| Task |
Repeat the records below verbatim, and do not copy their pictures.

[[ Supplied data open ]]

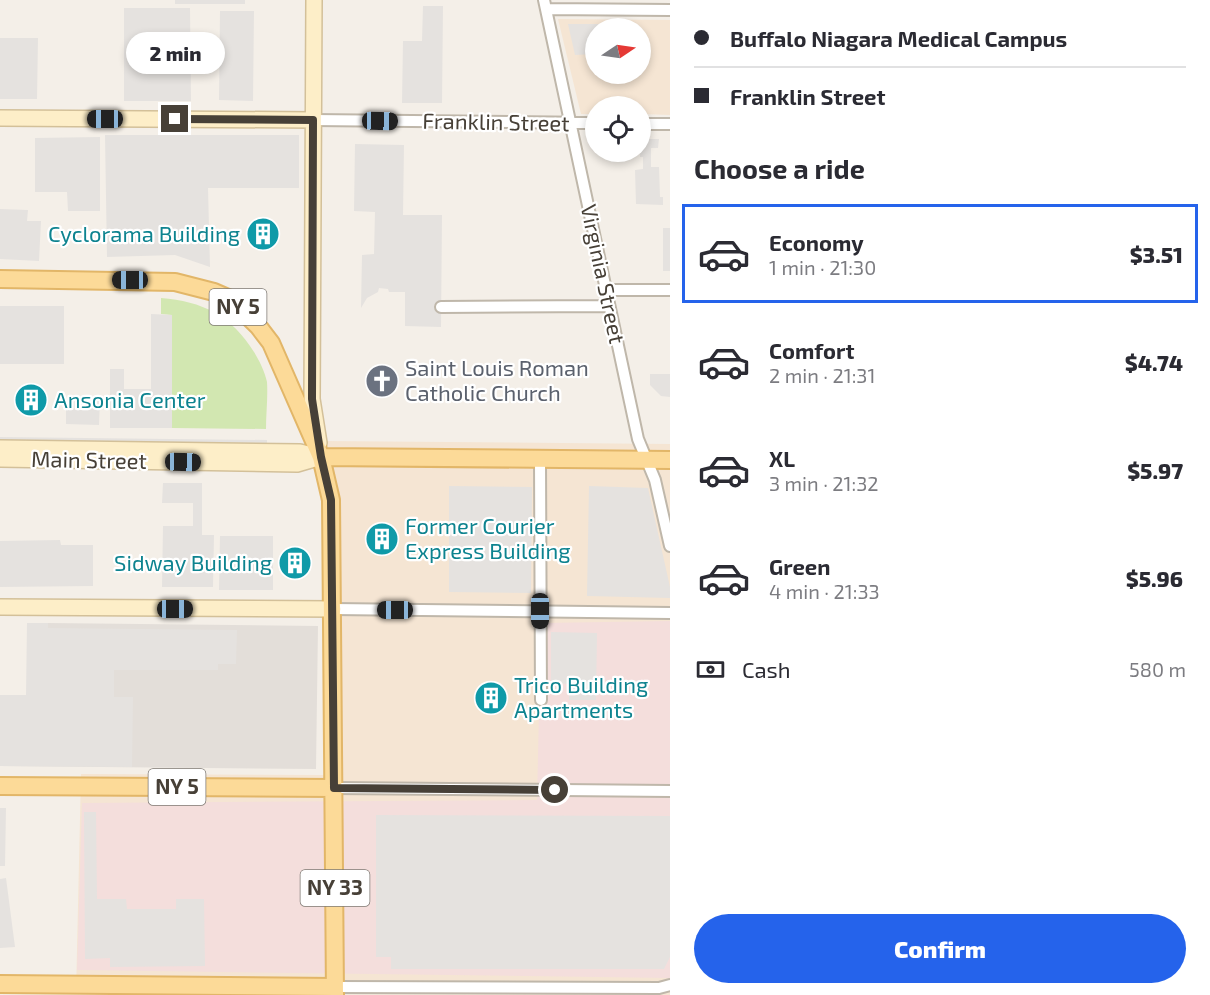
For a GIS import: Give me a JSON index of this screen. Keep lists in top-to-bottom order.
{
  "streets": {
    "main road": [
      "Franklin Street",
      "NY 5",
      "Main Street",
      "NY 33"
    ],
    "street": ["Virginia Street"]
  },
  "crossings": [
    ["Franklin Street", "Virginia Street"],
    ["NY 5", "Main Street"],
    ["NY 5", "NY 33"]
  ],
  "places": {
    "building": [
      "Cyclorama Building",
      "Ansonia Center",
      "Former Courier Express Building",
      "Sidway Building",
      "Trico Building Apartments"
    ],
    "church": ["Saint Louis Roman Catholic Church"]
  },
  "north": "right",
  "page": {
    "banner": ["Buffalo Niagara Medical Campus", "Franklin Street"],
    "bubble": "2 min",
    "heading": "Choose a ride",
    "list": [
      {
        "name": "Economy",
        "note": "1 min · 21:30",
        "value": "$3.51"
      },
      {
        "name": "Comfort",
        "note": "2 min · 21:31",
        "value": "$4.74"
      },
      {
        "name": "XL",
        "note": "3 min · 21:32",
        "value": "$5.97"
      },
      {
        "name": "Green",
        "note": "4 min · 21:33",
        "value": "$5.96"
      }
    ],
    "pay": ["Cash", "580 m"],
    "buttons": "Confirm"
  }
}
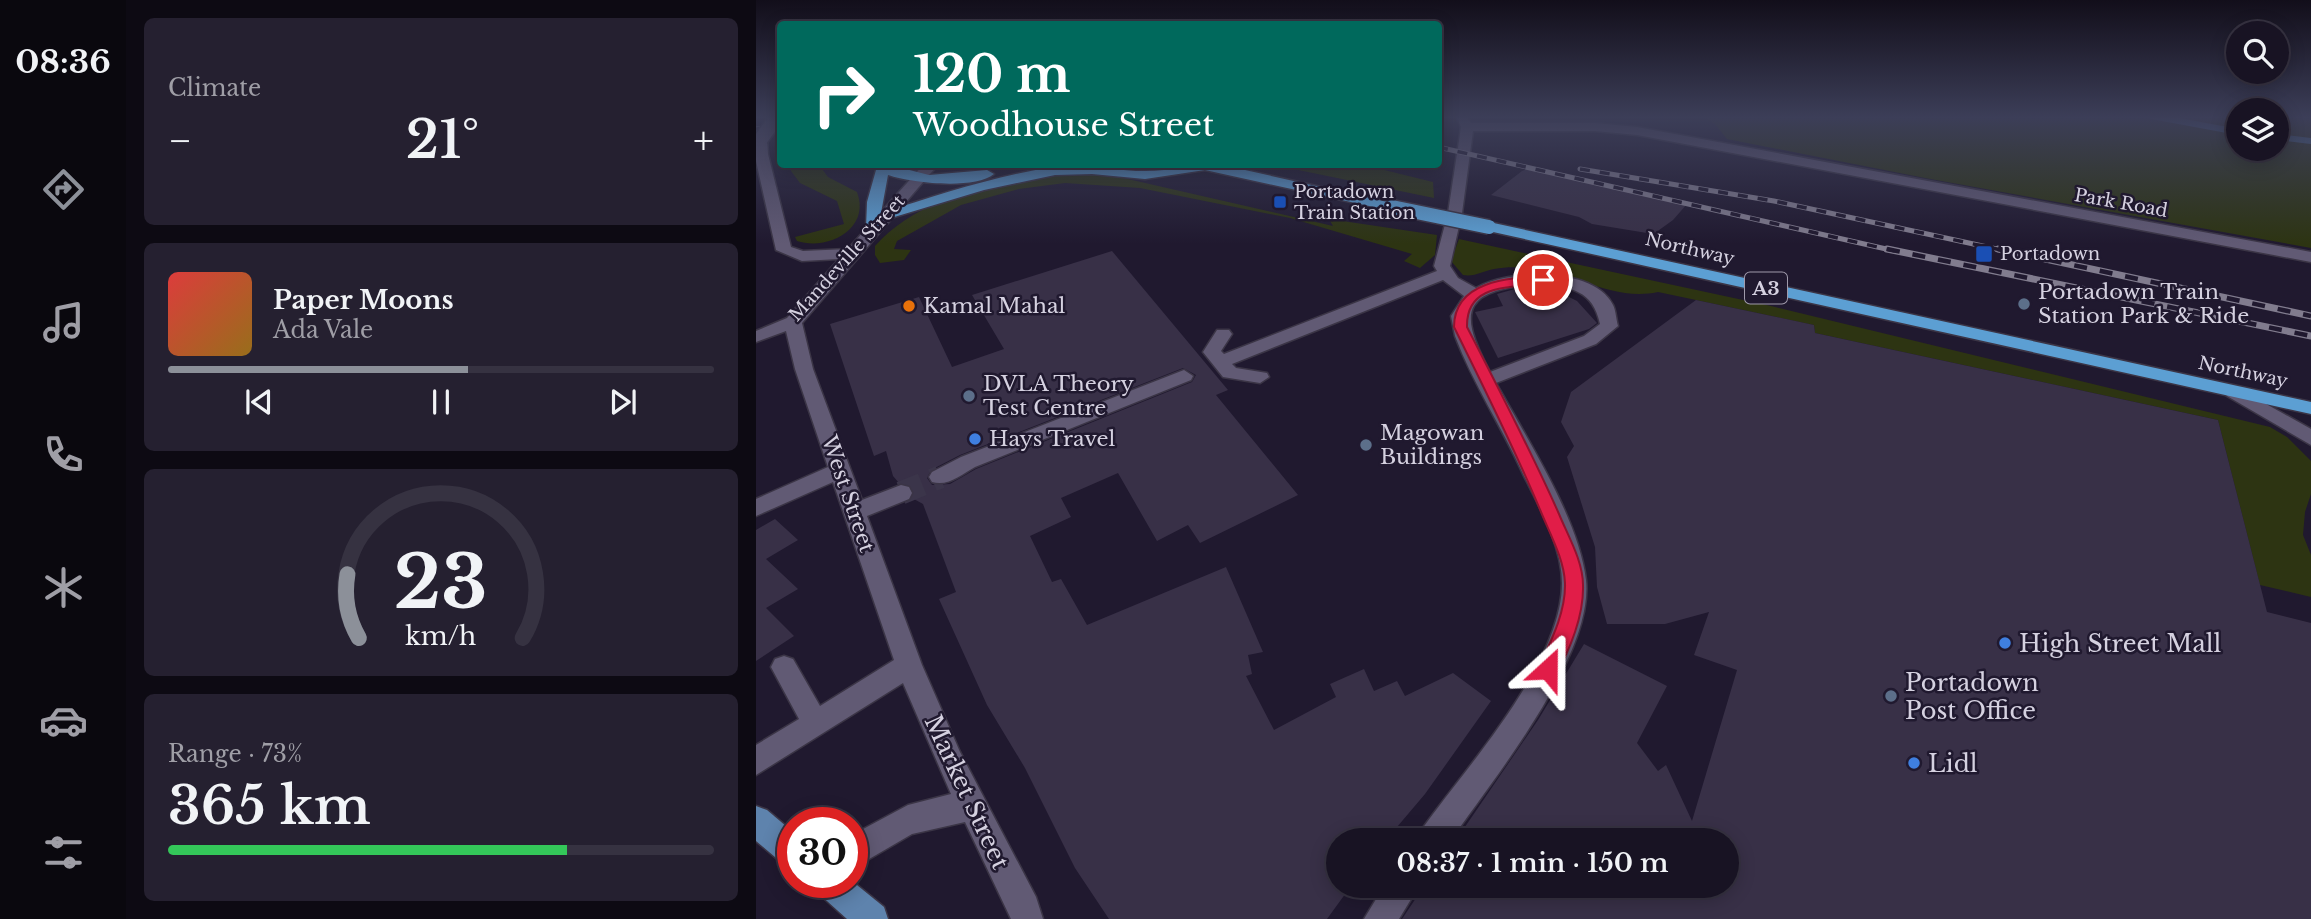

[[ Supplied data closed ]]

| Response area |
For a GIS import: Give me a JSON index of this screen. Keep lists in top-to-bottom order.
{
  "streets": {
    "main road": [
      "Franklin Street",
      "NY 5",
      "Main Street",
      "NY 33"
    ],
    "street": ["Virginia Street"]
  },
  "crossings": [
    ["Franklin Street", "Virginia Street"],
    ["NY 5", "Main Street"],
    ["NY 5", "NY 33"]
  ],
  "places": {
    "building": [
      "Cyclorama Building",
      "Ansonia Center",
      "Former Courier Express Building",
      "Sidway Building",
      "Trico Building Apartments"
    ],
    "church": ["Saint Louis Roman Catholic Church"]
  },
  "north": "right",
  "page": {
    "banner": ["Buffalo Niagara Medical Campus", "Franklin Street"],
    "bubble": "2 min",
    "heading": "Choose a ride",
    "list": [
      {
        "name": "Economy",
        "note": "1 min · 21:30",
        "value": "$3.51"
      },
      {
        "name": "Comfort",
        "note": "2 min · 21:31",
        "value": "$4.74"
      },
      {
        "name": "XL",
        "note": "3 min · 21:32",
        "value": "$5.97"
      },
      {
        "name": "Green",
        "note": "4 min · 21:33",
        "value": "$5.96"
      }
    ],
    "pay": ["Cash", "580 m"],
    "buttons": "Confirm"
  }
}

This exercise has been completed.